(THE RECORDS Opens)
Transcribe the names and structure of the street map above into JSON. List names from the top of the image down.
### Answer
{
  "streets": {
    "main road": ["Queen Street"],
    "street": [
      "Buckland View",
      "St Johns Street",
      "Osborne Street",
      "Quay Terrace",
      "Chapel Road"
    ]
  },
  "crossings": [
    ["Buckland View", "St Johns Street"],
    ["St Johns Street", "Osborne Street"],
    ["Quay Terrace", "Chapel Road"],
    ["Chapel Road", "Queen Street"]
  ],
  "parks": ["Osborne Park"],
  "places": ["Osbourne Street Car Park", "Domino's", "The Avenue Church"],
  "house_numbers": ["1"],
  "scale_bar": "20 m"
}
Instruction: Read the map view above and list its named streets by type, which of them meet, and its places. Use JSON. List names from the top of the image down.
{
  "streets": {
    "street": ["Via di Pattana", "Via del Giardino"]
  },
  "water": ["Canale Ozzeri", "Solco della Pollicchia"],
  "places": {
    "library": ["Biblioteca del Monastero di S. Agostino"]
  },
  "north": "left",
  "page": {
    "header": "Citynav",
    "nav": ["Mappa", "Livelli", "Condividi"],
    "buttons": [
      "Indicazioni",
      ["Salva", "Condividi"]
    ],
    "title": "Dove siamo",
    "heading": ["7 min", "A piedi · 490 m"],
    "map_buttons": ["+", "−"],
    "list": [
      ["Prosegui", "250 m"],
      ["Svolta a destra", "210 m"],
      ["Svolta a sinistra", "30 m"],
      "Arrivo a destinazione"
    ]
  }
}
(THE RECORDS Closes)
Reproduce the material exactly. Every line must match.

RESULT:
Transcribe the names and structure of the street map above into JSON. List names from the top of the image down.
### Answer
{
  "streets": {
    "main road": ["Queen Street"],
    "street": [
      "Buckland View",
      "St Johns Street",
      "Osborne Street",
      "Quay Terrace",
      "Chapel Road"
    ]
  },
  "crossings": [
    ["Buckland View", "St Johns Street"],
    ["St Johns Street", "Osborne Street"],
    ["Quay Terrace", "Chapel Road"],
    ["Chapel Road", "Queen Street"]
  ],
  "parks": ["Osborne Park"],
  "places": ["Osbourne Street Car Park", "Domino's", "The Avenue Church"],
  "house_numbers": ["1"],
  "scale_bar": "20 m"
}
Instruction: Read the map view above and list its named streets by type, which of them meet, and its places. Use JSON. List names from the top of the image down.
{
  "streets": {
    "street": ["Via di Pattana", "Via del Giardino"]
  },
  "water": ["Canale Ozzeri", "Solco della Pollicchia"],
  "places": {
    "library": ["Biblioteca del Monastero di S. Agostino"]
  },
  "north": "left",
  "page": {
    "header": "Citynav",
    "nav": ["Mappa", "Livelli", "Condividi"],
    "buttons": [
      "Indicazioni",
      ["Salva", "Condividi"]
    ],
    "title": "Dove siamo",
    "heading": ["7 min", "A piedi · 490 m"],
    "map_buttons": ["+", "−"],
    "list": [
      ["Prosegui", "250 m"],
      ["Svolta a destra", "210 m"],
      ["Svolta a sinistra", "30 m"],
      "Arrivo a destinazione"
    ]
  }
}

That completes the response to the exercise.